Examples and Use Cases
Implementing brokered access rigorously often introduces session orchestration overhead, requiring organisations to weigh stronger governance against added latency and integration complexity.
- A CI/CD pipeline requests production database access through a broker that issues a one-hour token after policy checks and approval.
- An AI agent receives delegated API access only for a bounded task, then the broker revokes the session when the task completes.
- A privileged operator uses brokered access for emergency SSH access, with the broker recording command-level activity for audit.
- A third-party service integration authenticates to an identity gateway instead of carrying a shared API key across environments.
These patterns are easier to defend when tied to lifecycle controls described in the Ultimate Guide to NHIs — Key Challenges and Risks. They also map well to the policy and federation guidance commonly discussed in the OWASP Non-Human Identity Top 10. In operational terms, brokered access is most valuable when access must be granted quickly, but not left in place after the job finishes.

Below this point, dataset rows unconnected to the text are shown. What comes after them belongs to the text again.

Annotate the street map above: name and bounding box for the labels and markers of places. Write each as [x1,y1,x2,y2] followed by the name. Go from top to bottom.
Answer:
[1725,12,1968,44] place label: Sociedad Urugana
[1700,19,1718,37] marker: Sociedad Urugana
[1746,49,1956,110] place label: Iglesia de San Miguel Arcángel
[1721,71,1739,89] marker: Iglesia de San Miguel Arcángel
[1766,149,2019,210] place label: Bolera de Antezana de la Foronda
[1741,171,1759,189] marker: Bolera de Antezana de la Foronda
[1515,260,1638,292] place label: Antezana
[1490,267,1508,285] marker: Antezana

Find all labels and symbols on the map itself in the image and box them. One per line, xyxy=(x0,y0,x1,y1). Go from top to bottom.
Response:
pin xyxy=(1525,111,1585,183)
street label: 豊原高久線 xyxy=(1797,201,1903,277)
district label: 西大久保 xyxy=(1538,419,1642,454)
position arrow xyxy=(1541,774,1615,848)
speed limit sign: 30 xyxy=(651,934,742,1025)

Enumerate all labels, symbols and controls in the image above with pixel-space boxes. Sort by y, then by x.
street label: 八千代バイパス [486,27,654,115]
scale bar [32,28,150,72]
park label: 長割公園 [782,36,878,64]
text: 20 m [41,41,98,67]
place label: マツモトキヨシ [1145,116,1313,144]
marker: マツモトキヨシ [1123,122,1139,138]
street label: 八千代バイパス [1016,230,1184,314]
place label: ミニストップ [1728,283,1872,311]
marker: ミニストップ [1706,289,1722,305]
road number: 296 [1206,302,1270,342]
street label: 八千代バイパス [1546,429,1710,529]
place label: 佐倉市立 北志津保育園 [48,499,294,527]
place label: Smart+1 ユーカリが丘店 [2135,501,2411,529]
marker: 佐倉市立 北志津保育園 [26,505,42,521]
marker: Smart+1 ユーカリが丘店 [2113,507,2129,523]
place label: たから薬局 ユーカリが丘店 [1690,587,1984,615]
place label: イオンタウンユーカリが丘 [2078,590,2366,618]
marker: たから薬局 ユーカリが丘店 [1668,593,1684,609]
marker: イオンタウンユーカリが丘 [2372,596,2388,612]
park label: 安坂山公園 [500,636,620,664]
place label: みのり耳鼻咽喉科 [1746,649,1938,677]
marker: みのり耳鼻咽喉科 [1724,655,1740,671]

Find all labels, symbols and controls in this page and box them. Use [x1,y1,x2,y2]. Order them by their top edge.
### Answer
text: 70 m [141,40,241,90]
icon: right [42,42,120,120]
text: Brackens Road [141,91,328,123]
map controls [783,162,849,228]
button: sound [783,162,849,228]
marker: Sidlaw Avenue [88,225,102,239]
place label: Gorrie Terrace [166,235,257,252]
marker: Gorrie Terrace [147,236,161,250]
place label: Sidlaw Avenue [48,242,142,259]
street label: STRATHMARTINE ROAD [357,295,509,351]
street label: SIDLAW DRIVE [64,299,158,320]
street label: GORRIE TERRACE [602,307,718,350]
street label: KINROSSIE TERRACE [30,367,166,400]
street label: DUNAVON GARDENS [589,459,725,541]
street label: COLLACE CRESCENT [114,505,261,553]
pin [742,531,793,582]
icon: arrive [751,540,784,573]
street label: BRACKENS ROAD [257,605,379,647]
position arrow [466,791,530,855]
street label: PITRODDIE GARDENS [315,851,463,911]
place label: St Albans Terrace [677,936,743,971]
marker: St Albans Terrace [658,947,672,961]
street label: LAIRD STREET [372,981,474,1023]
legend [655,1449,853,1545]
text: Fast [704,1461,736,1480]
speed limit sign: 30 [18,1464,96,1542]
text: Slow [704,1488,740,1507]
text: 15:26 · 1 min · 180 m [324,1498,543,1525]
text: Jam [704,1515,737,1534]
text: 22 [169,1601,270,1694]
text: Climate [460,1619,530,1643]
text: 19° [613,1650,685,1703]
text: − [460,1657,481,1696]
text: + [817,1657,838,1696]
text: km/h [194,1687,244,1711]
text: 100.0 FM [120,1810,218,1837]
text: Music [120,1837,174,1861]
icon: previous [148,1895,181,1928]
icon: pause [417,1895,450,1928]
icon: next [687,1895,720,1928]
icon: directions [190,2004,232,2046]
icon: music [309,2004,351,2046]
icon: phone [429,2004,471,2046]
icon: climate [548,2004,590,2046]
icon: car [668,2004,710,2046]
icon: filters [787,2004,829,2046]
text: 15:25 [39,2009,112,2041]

Why It Matters in NHI Security
Brokered access matters because it moves the security boundary from secret custody to session governance. That shift reduces the blast radius of compromise, improves revocation, and makes privileged use observable. It is especially important for NHIs, where excessive privilege and stale secrets are common failure modes. NHI Mgmt Group research shows that Ultimate Guide to NHIs reports 97% of NHIs carry excessive privileges, which is exactly the kind of exposure brokered access is designed to limit. It also supports the guidance in the 52 NHI Breaches Analysis, where compromised credentials often become the initial foothold. For governance teams, the practical question is not whether access exists, but whether it can be time-boxed, attested, and revoked without delay. Organisations typically encounter the operational need for brokered access only after a secret leak, overprivileged automation failure, or audit finding, at which point the model becomes unavoidable to address.
Standards & Framework Alignment
This section maps relevant standards and security frameworks to the operational risks and controls described in this guidance.
OWASP Non-Human Identity Top 10 address the attack and risk surface, while NIST Zero Trust (SP 800-207) and NIST CSF 2.0 set the governance and control requirements practitioners need to meet.
| Framework | Control / Reference | Relevance |
|---|---|---|
| OWASP Non-Human Identity Top 10 | NHI-02 | Addresses secret exposure and session-based access patterns for NHIs. |
| NIST Zero Trust (SP 800-207) | Section 2.1 | Defines policy-driven, continuously evaluated access central to brokered sessions. |
| NIST CSF 2.0 | PR.AC-4 | Least-privilege access management aligns with brokered delegation and revocation. |
Replace reusable secrets with brokered, short-lived access and review exposure paths regularly.